Giter Site home page Giter Site logo

irinastatslab / glucobench Goto Github PK

View Code? Open in Web Editor NEW
5.0 2.0 0.0 578.93 MB

The official implementation of the paper "GlucoBench: Curated List of Continuous Glucose Monitoring Datasets with Prediction Benchmarks."

Python 7.86% Jupyter Notebook 91.99% Shell 0.16%
cgm deep-learning glucose-monitoring glucose-prediction medical-application time-series uncertainty-quantification

glucobench's Introduction

GlucoBench

The official implementation of the paper "GlucoBench: Curated List of Continuous Glucose Monitoring Datasets with Prediction Benchmarks." If you found our work interesting and plan to re-use the code, please cite us as:

@article{
  author  = {Renat Sergazinov and Valeriya Rogovchenko and Elizabeth Chun and Nathaniel Fernandes and Irina Gaynanova},
  title   = {GlucoBench: Curated List of Continuous Glucose Monitoring Datasets with Prediction Benchmarks},
  journal = {arXiv}
  year    = {2023},
}

Dependencies

We recommend to setup clean Python enviroment with conda by running conda create -n glucobench python=3.10. Then we can install all dependenices by running pip install -r requirments.txt.
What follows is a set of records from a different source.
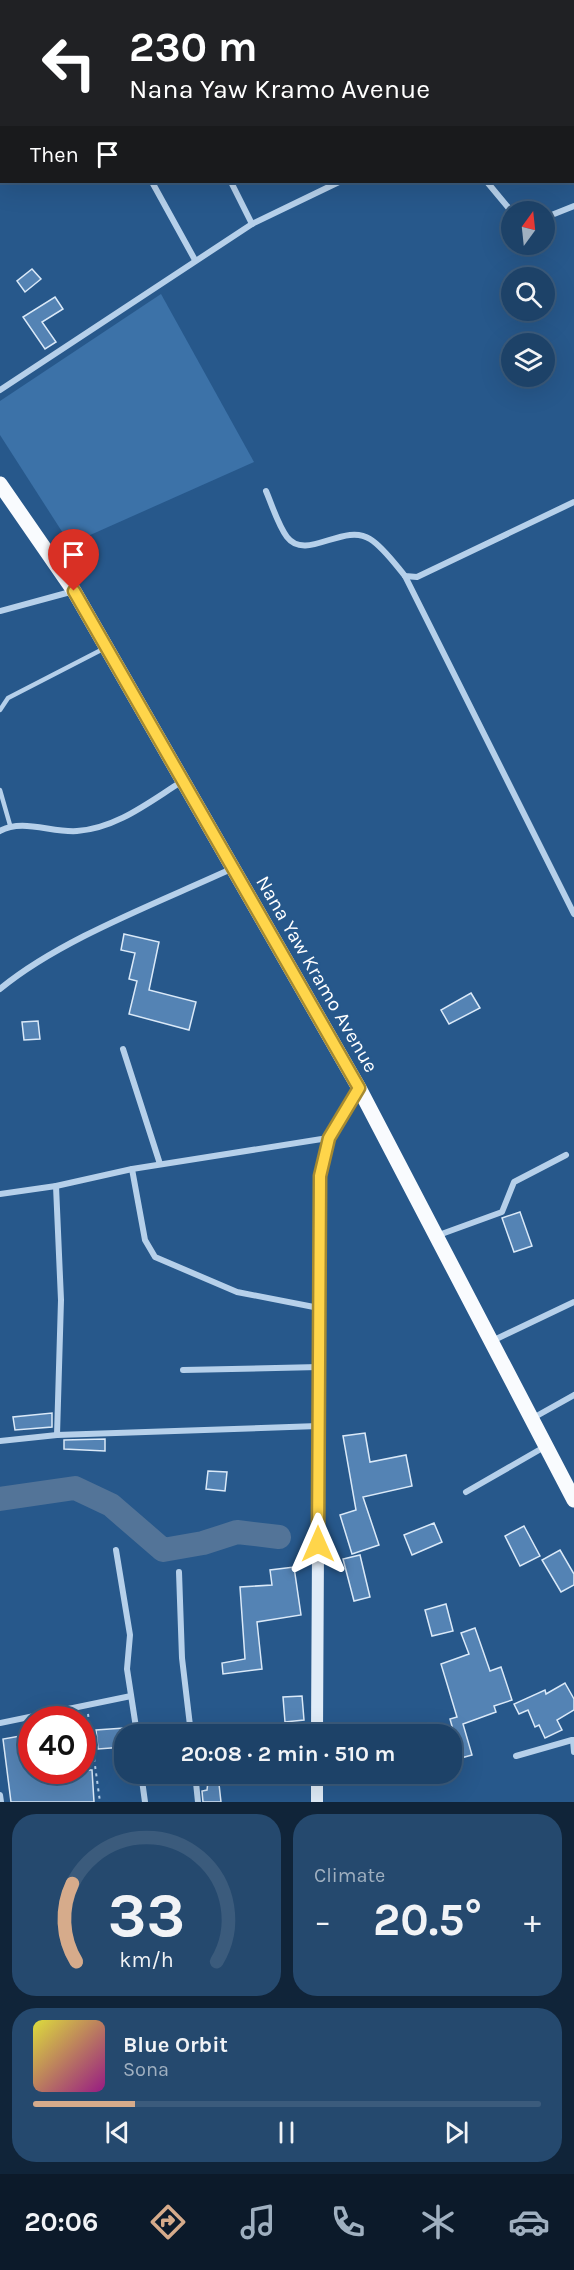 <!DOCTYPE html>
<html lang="en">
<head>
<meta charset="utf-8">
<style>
  body { margin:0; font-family:Karla,sans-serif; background:#25496e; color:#f1f3f6; height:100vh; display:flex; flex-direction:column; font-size:22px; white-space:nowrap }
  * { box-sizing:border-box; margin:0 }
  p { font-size:20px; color:#a0b0c0 }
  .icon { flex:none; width:33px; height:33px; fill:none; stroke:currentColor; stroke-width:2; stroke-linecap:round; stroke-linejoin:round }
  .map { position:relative; height:1802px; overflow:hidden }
  .side { display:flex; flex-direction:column; gap:12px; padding:12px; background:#102439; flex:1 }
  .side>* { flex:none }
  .banner { position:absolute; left:0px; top:0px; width:574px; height:183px; box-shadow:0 6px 24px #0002,0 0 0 2px #3b5b7c; background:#202124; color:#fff; overflow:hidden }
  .needle { width:39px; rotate:15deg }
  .buttons { position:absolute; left:501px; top:201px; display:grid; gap:12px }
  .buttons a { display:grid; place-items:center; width:54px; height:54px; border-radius:50%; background:#1d4268; box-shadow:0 6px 24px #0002,0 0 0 2px #3b5b7c; font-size:30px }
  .speed { position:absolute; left:18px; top:1706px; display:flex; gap:12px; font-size:30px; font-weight:700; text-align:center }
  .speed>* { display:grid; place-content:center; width:78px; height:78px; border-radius:50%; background:#1d4268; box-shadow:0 6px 24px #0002,0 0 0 2px #3b5b7c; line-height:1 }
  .speed .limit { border:9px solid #d22; background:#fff; color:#111 }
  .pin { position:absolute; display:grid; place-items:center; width:51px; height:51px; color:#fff; margin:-62px -26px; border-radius:50% 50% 50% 0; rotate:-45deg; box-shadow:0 0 6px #0007 }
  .pin .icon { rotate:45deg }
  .me { position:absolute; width:66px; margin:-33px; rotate:0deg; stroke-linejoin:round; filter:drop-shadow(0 0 4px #0008) }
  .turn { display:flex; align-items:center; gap:21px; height:126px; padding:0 30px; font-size:27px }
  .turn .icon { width:78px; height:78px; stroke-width:2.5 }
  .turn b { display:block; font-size:42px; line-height:51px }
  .then { display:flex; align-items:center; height:57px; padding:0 30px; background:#0003; gap:12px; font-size:22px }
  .big { font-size:45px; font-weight:700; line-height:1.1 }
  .side .card { flex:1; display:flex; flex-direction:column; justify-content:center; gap:9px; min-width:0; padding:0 21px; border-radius:24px; background:#25496e }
  .side .dial { align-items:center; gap:0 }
  .dial svg { height:156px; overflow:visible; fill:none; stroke:#3b5b7c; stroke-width:7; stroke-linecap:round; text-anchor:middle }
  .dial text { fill:#f1f3f6; stroke:none }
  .song { display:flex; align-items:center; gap:18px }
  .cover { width:72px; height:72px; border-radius:9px; background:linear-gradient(135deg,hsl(60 70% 55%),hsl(310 70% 35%)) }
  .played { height:6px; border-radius:3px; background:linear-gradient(90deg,#d6ab8b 20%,#3b5b7c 20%) }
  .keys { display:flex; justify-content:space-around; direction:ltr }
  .heat { display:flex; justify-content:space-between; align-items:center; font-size:33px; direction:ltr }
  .side .tiles { flex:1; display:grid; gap:12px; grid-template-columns:1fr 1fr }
  .card:last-child { grid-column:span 2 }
  .trip { position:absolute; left:114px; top:1724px; width:348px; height:60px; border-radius:24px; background:#1d4268; box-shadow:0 6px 24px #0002,0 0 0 2px #3b5b7c; font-weight:700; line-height:60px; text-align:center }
  .menu { display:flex; height:96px; justify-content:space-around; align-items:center; background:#0c1a2a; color:#a0b0c0 }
  .menu .icon { width:42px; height:42px }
  .menu .selected { color:#d6ab8b }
  .menu b { font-size:27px; color:#f1f3f6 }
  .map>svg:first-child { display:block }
  .green { fill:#3c72a8 }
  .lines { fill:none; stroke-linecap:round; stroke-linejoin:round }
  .river { stroke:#537498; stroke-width:24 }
  .building { fill:#5483b4; stroke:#dae9f8; stroke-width:1.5 }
  .path { stroke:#b6d0ea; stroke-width:2; stroke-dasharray:3 4.5; stroke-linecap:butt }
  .lane { stroke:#b6d0ea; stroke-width:4.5 }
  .street { stroke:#b6d0ea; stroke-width:6 }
  .secondary { stroke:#e0ecf8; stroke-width:12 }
  .primary { stroke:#f9fbfe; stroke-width:15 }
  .route-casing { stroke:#a68a30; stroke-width:15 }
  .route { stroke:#ffd54a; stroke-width:10 }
  .labels { text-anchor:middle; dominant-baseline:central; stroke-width:4.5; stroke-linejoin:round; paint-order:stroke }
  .street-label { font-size:20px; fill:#fff; stroke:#27588b }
</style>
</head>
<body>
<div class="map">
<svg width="574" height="1802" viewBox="0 0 574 1802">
  <rect width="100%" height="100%" fill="#27588b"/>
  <polygon class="green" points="161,294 254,462 70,544 0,435 0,401"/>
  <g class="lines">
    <polyline class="river" points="0,1499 75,1488 111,1505 163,1550 203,1543 237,1532 279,1537"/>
  </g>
  <g class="building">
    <polygon points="32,269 41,279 25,292 17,281"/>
    <polygon points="55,297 63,309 42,322 56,342 45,349 23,317"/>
    <polygon points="124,934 159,942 149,990 196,1002 189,1030 129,1014 137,981 129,979 135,953 121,950"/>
    <polygon points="471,993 480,1008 449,1024 441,1010"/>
    <polygon points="38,1021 40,1039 24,1040 22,1022"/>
    <polygon points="520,1212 532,1246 514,1252 502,1218"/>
    <polygon points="52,1413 52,1427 15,1430 13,1417"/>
    <polygon points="365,1433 370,1462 406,1455 412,1486 363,1497 379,1545 352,1554 340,1515 356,1510 343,1436"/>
    <polygon points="105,1439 105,1451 64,1449 64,1440"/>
    <polygon points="208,1471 227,1472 225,1491 206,1489"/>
    <polygon points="434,1523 442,1542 412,1555 404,1535"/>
    <polygon points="524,1526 540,1556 520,1566 505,1536"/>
    <polygon points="560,1550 574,1574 574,1585 561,1592 542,1560"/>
    <polygon points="360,1555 370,1597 354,1601 343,1559"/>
    <polygon points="294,1567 301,1615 257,1622 262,1669 223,1674 222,1663 245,1659 240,1587 272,1585 270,1570"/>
    <polygon points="446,1604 453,1631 432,1636 425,1610"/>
    <polygon points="475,1628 490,1671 501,1667 512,1700 494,1706 496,1712 463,1724 472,1755 461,1758 450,1719 457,1717 441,1664 469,1654 461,1633"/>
    <polygon points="565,1683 574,1699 574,1710 557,1720 562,1730 545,1738 539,1725 535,1727 528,1710 519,1714 514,1704 545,1690 546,1694"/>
    <polygon points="302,1696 304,1720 285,1722 283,1697"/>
    <polygon points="124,1728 124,1747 98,1749 96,1730"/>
    <polygon points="32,1734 32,1770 92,1770 94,1802 11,1802 3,1739"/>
    <polygon points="209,1773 233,1774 232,1785 219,1784 221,1802 203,1802 202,1791 207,1790"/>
  </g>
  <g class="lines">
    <polyline class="path" points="88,1714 100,1802"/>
    <g class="lane">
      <polyline points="0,710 8,698 105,648"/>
      <polyline points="0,790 10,825"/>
    </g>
    <g class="street">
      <polyline points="11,0 11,2"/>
      <polyline points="406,0 406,2"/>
      <polyline points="161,2 164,0"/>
      <polyline points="573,71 574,70"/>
      <polyline points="0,111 2,110"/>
      <polyline points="152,182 195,260"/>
      <polyline points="231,182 252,224"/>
      <polyline points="487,182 512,212"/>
      <polyline points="544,218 574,206"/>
      <polyline points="0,390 252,224 339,182"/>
      <path d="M 266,491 C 272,505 278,525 287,537 C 306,562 344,522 370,539 C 383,547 395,564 405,576 L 417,577 L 574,502"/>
      <polyline points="405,576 574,914"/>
      <polyline points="0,611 74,591"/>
      <path d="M 0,831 C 22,818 52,833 77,831 C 117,828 149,802 181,782"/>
      <path d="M 0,989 C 60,939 160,902 231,869"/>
      <polyline points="123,1049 160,1164"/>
      <polyline points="132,1169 145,1240 155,1257 237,1292 319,1308"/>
      <polyline points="56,1186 61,1300 57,1435"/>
      <polyline points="0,1194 56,1186 132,1169 328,1138"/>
      <polyline points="436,1236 502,1212 514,1182 566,1155"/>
      <polyline points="492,1341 574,1302"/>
      <polyline points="183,1370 319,1367"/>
      <polyline points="533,1418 574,1395"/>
      <polyline points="0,1441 57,1435 318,1426"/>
      <polyline points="466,1492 546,1446"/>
      <polyline points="116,1550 130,1635 127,1669 137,1734"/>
      <polyline points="179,1572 182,1658 191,1734"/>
      <polyline points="0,1723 131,1696"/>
      <polyline points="573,1740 574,1752"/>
      <polyline points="516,1756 572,1740"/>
      <polyline points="141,1773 145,1802"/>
      <polyline points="195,1773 198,1802"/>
      <polyline points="0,1795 1,1802"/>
    </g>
    <g class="secondary">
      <polyline points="317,1734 320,1177 329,1138 359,1088"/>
      <polyline points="317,1773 317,1802"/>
    </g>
    <polyline class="primary" points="0,484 74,591 359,1088 574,1500"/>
  </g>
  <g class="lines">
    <g class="route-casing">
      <polyline id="route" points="74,591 359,1088 329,1138 320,1176 318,1544"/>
    </g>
    <use href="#route" class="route"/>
  </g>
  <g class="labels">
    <g class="street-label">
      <text transform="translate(317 974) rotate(60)">Nana Yaw Kramo Avenue</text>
    </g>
  </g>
</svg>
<div class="buttons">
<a><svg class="needle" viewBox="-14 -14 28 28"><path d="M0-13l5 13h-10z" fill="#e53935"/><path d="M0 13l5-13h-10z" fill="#a0b0c0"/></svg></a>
<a><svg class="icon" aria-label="search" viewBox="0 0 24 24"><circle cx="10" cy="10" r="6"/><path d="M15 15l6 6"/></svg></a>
<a><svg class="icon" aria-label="layers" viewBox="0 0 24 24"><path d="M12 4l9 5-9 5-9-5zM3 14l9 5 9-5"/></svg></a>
</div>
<div class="speed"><div class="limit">40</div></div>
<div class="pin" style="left:74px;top:591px;background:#d93025"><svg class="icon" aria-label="arrive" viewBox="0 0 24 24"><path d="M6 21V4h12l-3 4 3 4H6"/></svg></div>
<svg class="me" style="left:318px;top:1544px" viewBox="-20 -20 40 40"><path d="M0-17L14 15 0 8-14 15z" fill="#ffd54a" stroke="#fff" stroke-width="4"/></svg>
<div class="trip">20:08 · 2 min · 510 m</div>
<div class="banner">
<div class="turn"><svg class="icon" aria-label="left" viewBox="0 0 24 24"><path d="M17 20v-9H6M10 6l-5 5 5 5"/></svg><div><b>230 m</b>Nana Yaw Kramo Avenue</div></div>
<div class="then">Then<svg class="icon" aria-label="arrive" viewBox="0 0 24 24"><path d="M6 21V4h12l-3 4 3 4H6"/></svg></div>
</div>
</div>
<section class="side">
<div class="tiles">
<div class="card dial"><svg viewBox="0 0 100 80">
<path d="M14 69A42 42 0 1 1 86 69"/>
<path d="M14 69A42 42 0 0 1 12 29" stroke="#d6ab8b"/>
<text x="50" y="56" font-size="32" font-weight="700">33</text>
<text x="50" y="72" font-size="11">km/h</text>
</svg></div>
<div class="card"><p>Climate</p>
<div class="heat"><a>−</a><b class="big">20.5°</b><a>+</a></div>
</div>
<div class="card">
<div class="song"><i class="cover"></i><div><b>Blue Orbit</b><p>Sona</p></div></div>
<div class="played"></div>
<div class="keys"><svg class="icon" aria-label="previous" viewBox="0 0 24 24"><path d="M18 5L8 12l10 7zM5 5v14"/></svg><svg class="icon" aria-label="pause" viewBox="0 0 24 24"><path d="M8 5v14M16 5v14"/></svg><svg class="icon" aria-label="next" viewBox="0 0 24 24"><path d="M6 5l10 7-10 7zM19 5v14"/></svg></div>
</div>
</div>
</section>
<nav class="menu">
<b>20:06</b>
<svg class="icon selected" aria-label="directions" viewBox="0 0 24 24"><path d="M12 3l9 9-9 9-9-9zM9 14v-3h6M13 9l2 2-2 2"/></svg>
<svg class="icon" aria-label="music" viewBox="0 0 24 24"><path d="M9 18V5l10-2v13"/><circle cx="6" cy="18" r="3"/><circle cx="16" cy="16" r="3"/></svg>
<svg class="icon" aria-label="phone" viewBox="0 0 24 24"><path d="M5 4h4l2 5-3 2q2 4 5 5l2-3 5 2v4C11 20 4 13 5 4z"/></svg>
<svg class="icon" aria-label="climate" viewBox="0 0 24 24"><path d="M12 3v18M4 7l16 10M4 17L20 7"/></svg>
<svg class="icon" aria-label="car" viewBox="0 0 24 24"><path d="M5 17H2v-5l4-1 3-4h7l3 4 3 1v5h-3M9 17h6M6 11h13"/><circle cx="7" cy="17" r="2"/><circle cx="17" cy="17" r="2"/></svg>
</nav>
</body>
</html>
To run Latent ODE model, install torchdiffeq.

Code organization

The code is organized as follows:

  • bin/: training commands for all models
  • config/: configuration files for all datasets
  • data_formatter/
    • base.py: performs all pre-processing for all CGM datasets
  • exploratory_analysis/: notebooks with processing steps for pulling the data and converting to .csv files
  • lib/
    • gluformer/: model implementation
    • latent_ode/: model implementation
    • *.py: hyper-paraemter tuning, training, validation, and testing scripts
  • output/: hyper-parameter optimization and testing logs
  • paper_results/: code for producing tables and plots, found in the paper
  • utils/: helper functions for model training and testing
  • raw_data.zip: web-pulled CGM data (processed using exploratory_analysis)
  • environment.yml: conda environment file

Data

The datasets are distributed according to the following licences and can be downloaded from the following links outlined in the table below.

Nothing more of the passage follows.